Sun Nov 27, 2016, 10:38 PM
Nov 2016

...if Islam had not taken over the Middle East it would have been the western and eastern branches of Christianity squaring off against each other instead.

Even the very references to a "Christian Middle East" conceal an ugly animosity. Without Islam, the peoples of the Middle East would have remained as they were at the birth of Islam — mostly adherents of Eastern Orthodox Christianity. But it’s easy to forget that one of history’s most enduring, virulent, and bitter religious controversies was that between the Catholic Church in Rome and Eastern Orthodox Christianity in Constantinople — a rancor that persists still today. Eastern Orthodox Christians never forgot or forgave the sacking of Christian Constantinople by Western Crusaders in 1204. Nearly 800 years later, in 1999, Pope John Paul II sought to take a few small steps to heal the breach in the first visit of a Catholic pope to the Orthodox world in a thousand years. It was a start, but friction between East and West in a Christian Middle East would have remained much as it is today. Take Greece, for example: The Orthodox cause has been a powerful driver behind nationalism and anti-Western feeling there, and anti-Western passions in Greek politics as little as a decade ago echoed the same suspicions and virulent views of the West that we hear from many Islamist leaders today.

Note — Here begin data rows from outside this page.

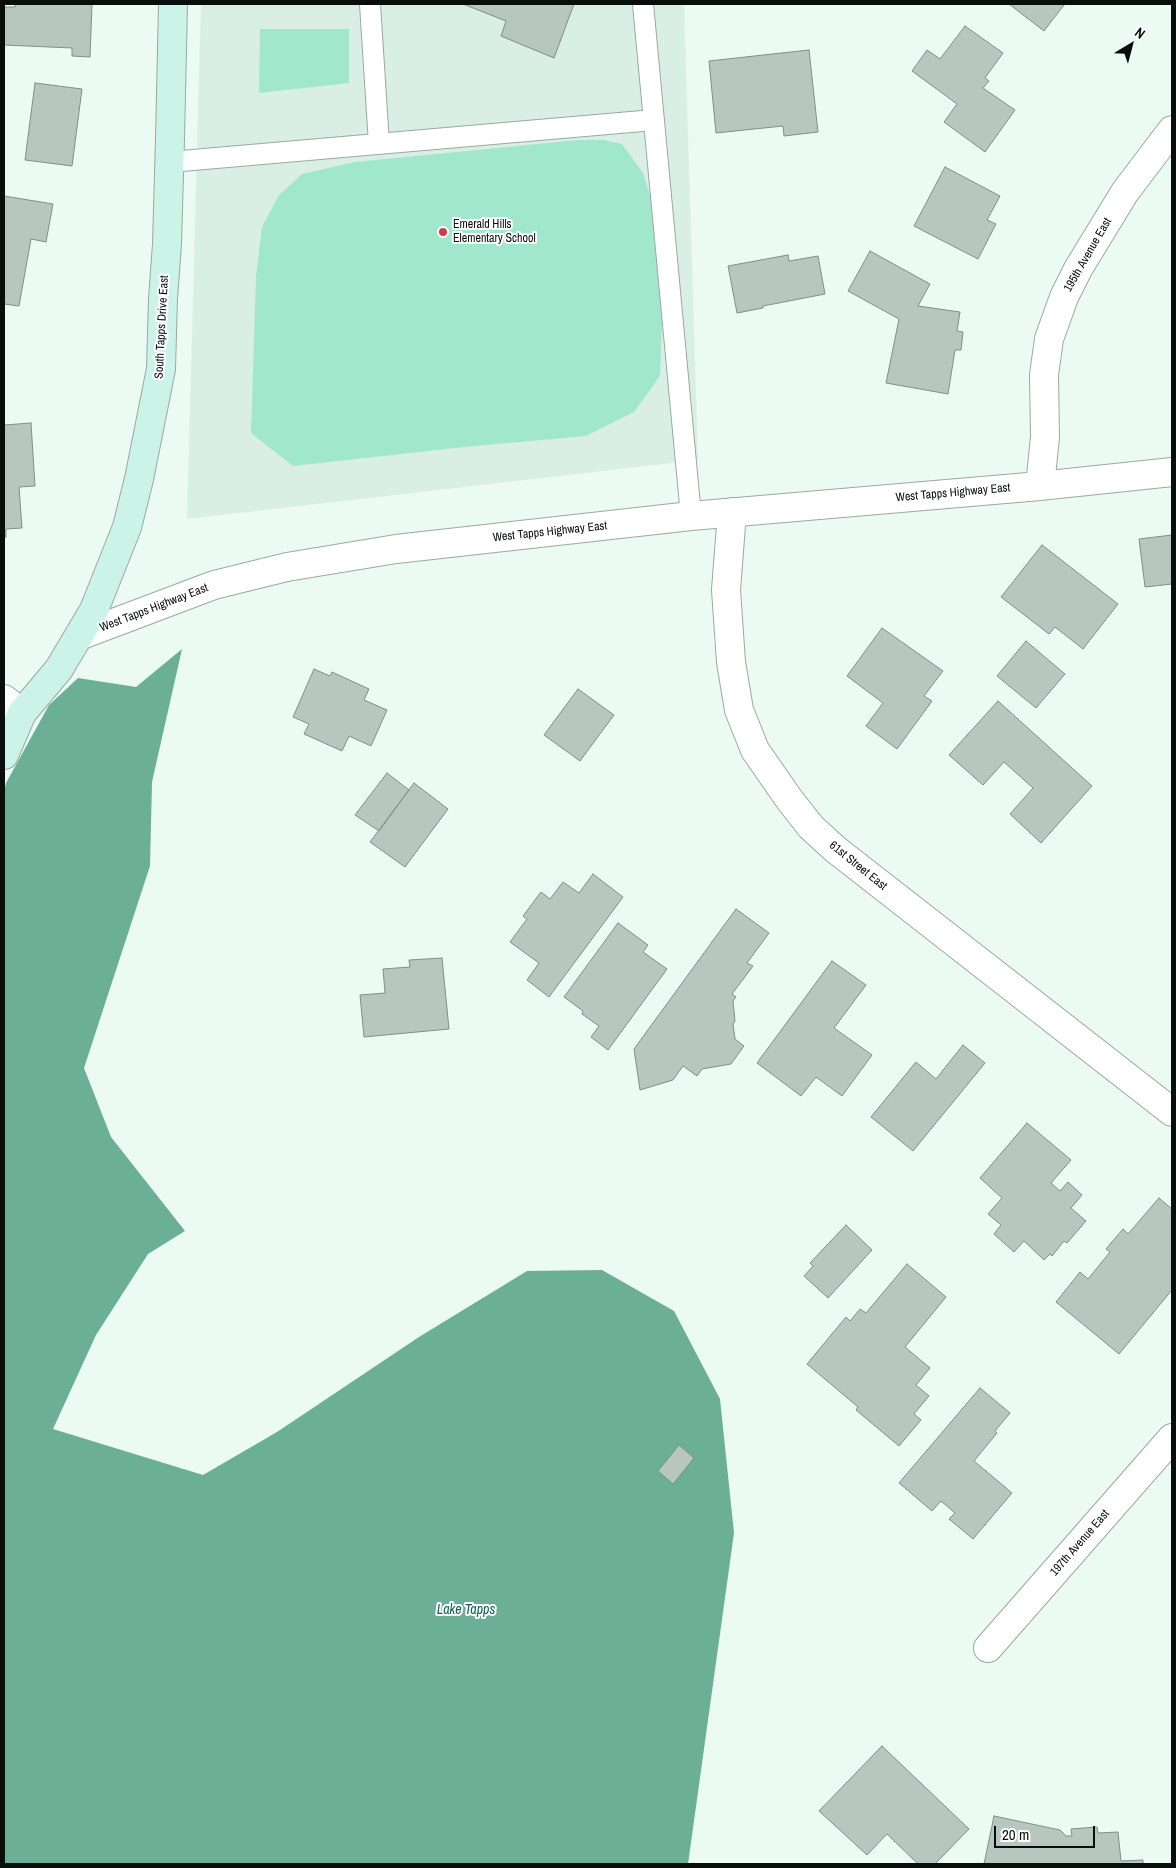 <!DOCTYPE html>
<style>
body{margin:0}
#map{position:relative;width:1176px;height:1868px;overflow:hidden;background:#ebfbf4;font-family:"Archivo Narrow",sans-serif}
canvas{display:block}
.frame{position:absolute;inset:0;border:5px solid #090e0c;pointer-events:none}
.north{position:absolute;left:1106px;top:20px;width:50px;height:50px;-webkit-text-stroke:4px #fff;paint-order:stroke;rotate:37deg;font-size:14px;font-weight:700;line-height:20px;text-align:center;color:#090e0c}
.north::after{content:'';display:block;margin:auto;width:18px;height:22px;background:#090e0c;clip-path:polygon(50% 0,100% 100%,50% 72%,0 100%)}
.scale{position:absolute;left:994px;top:1826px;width:101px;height:22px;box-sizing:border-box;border:2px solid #090e0c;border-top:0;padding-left:6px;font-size:15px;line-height:18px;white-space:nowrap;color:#090e0c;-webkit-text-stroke:4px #fff;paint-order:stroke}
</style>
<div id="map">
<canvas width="1176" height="1868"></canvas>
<div class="frame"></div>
<div class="north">N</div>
<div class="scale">20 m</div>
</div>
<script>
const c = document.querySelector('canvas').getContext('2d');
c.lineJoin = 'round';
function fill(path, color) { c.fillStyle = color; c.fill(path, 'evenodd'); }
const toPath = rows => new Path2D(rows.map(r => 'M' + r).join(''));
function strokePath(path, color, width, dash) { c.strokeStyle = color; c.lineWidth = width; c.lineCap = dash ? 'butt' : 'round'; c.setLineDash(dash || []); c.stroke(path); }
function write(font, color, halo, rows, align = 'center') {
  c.font = font + ' "Archivo Narrow",sans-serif'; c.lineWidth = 4; c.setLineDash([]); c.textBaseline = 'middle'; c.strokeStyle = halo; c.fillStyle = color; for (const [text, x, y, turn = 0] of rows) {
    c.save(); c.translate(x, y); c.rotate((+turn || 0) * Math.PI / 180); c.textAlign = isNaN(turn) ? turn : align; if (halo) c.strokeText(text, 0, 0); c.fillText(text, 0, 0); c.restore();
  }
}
const built = toPath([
 [201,4,684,4,698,460,187,519]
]);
const green = toPath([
 [260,29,349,29,349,83,259,93],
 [578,140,604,140,622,144,643,173,665,244,660,376,634,412,586,436,464,447,293,466,251,433,256,277,262,227,279,195,302,174,355,162]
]);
const water = toPath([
 [182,649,152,782,150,866,84,1068,111,1137,185,1231,148,1254,96,1335,53,1429,203,1475,277,1432,419,1337,527,1271,602,1270,674,1311,720,1399,734,1533,688,1864,4,1864,4,792,6,783,49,705,78,678,136,687]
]);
const building = toPath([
 [15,4,92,4,90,57,72,56,72,48,4,45,4,7,15,7,15,4],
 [463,4,574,4,554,58,501,36,506,21,463,4],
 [1009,4,1063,4,1064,5,1044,31,1009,4],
 [965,26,1003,53,985,78,989,81,983,88,1015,110,985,152,944,122,957,104,912,71,927,50,940,59,965,26],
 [809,50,818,132,784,136,783,126,716,133,709,61,809,50],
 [35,83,82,89,72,166,25,160,35,83],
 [945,167,1000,196,987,220,996,224,978,259,914,226,945,167],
 [4,196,53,204,46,242,31,239,19,306,4,304,4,196],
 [870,251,930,284,918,306,960,312,957,331,963,332,961,350,955,350,948,394,886,383,899,319,848,291,870,251],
 [788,255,789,261,818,256,825,294,763,306,763,308,737,313,728,266,788,255],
 [31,423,35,486,19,487,22,528,6,529,6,537,4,538,4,425,31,423],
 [1172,535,1172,584,1145,587,1139,539,1172,535],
 [1042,545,1118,604,1083,649,1055,627,1049,634,1001,597,1042,545],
 [882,628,943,671,924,696,932,701,897,749,866,726,883,703,847,676,882,628],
 [1026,641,1065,674,1036,708,997,676,1026,641],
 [314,669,330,676,332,672,369,689,364,700,387,710,371,746,349,736,342,751,304,734,309,724,293,717,314,669],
 [578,689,614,715,580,761,544,735,578,689],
 [998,701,1092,786,1041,843,1010,814,1033,788,1004,762,983,785,949,755,998,701],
 [387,773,409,790,379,831,355,815,387,773],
 [414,783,448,809,405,867,370,842,414,783],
 [593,874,623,897,549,997,527,980,539,963,510,942,527,919,523,916,541,892,550,899,563,882,579,893,593,874],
 [736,909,769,933,747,963,753,966,732,994,736,997,733,1001,735,1021,733,1024,735,1039,744,1046,731,1064,702,1069,697,1076,683,1066,673,1080,640,1090,634,1049,736,909],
 [618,923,648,945,643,952,667,969,608,1050,591,1037,599,1026,582,1014,583,1011,564,997,618,923],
 [442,958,449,1029,364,1037,360,995,385,993,383,969,410,967,409,960,442,958],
 [832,961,866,985,834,1028,872,1055,842,1096,816,1077,801,1096,757,1063,832,961],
 [963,1045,985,1063,913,1151,871,1117,916,1062,936,1079,963,1045],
 [1027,1123,1071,1160,1051,1183,1060,1191,1068,1182,1082,1195,1071,1208,1086,1221,1067,1243,1064,1241,1052,1256,1050,1254,1044,1260,1024,1241,1014,1252,994,1234,1001,1225,988,1214,1002,1198,980,1178,1027,1123],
 [1159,1198,1172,1209,1172,1290,1119,1354,1056,1302,1080,1272,1088,1279,1110,1252,1106,1249,1123,1229,1128,1234,1159,1198],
 [846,1225,872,1250,828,1298,804,1276,813,1266,810,1263,846,1225],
 [907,1264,946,1297,905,1347,930,1368,916,1385,929,1396,914,1414,921,1420,899,1446,856,1410,858,1407,807,1364,846,1317,850,1321,860,1309,866,1313,907,1264],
 [980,1388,1010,1413,995,1431,997,1433,974,1461,1012,1493,973,1539,949,1519,955,1513,941,1501,932,1511,899,1483,980,1388],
 [679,1445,694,1458,673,1484,658,1471,679,1445],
 [882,1746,969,1829,935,1864,918,1864,887,1834,867,1855,819,1811,882,1746],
 [994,1816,1060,1830,1066,1836,1072,1836,1071,1829,1097,1827,1098,1833,1118,1832,1121,1861,1143,1860,1143,1864,984,1864,994,1816]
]);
const lane = toPath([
 [370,4,379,144],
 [643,4,691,516],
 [170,162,654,120]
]);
const street = toPath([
 [1040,486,1045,437,1044,375,1049,339,1064,297,1078,269,1125,192,1172,130],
 [732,512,726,590,731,662,739,710,755,750,789,799,811,827,835,849,1172,1112],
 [79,636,214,585,287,567,396,549,691,516,1040,486,1172,472],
 [4,699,22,713],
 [988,1648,1172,1438]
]);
const secondary = toPath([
 [4,755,22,713,59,669,94,610,127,527,139,479,161,369,163,299,167,244,170,139,173,4]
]);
const markers = [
 [443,232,5,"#cd3d4c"]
];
const poiNames = [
 ["Emerald Hills",453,225],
 ["Elementary School",453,239]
];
const streetNames = [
 ["195th Avenue East",1088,255,-60],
 ["South Tapps Drive East",162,327,-87],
 ["West Tapps Highway East",953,493,-5],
 ["West Tapps Highway East",550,532,-6],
 ["West Tapps Highway East",154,608,-21],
 ["61st Street East",858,866,39],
 ["197th Avenue East",1080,1543,-49]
];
const waterNames = [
 ["Lake Tapps",466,1610]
];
fill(built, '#d9efe6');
fill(green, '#a1e7cd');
fill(water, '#6aaf96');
fill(building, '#b8c6c0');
strokePath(building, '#808e88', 1);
strokePath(lane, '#9aa8a2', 22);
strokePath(street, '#9aa8a2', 30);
strokePath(secondary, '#9aa8a2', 30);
strokePath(lane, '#fff', 20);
strokePath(street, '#fff', 28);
strokePath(secondary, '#ccf3e7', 28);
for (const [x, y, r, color] of markers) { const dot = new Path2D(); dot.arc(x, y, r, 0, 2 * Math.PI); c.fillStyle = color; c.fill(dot); strokePath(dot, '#fff', 2); }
write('12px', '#090e0c', '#fff', poiNames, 'left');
write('12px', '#090e0c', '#fff', streetNames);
write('italic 14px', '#0a654e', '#fff', waterNames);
</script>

The culture of the Orthodox Church differs sharply from the Western post-Enlightenment ethos, which emphasizes secularism, capitalism, and the primacy of the individual. It still maintains residual fears about the West that parallel in many ways current Muslim insecurities: fears of Western missionary proselytism, a tendency to perceive religion as a key vehicle for the protection and preservation of their own communities and culture, and a suspicion of the "corrupted" and imperial character of the West. Indeed, in an Orthodox Christian Middle East, Moscow would enjoy special influence, even today, as the last major center of Eastern Orthodoxy. The Orthodox world would have remained a key geopolitical arena of East-West rivalry in the Cold War. Samuel Huntington, after all, included the Orthodox Christian world among several civilizations embroiled in a cultural clash with the West.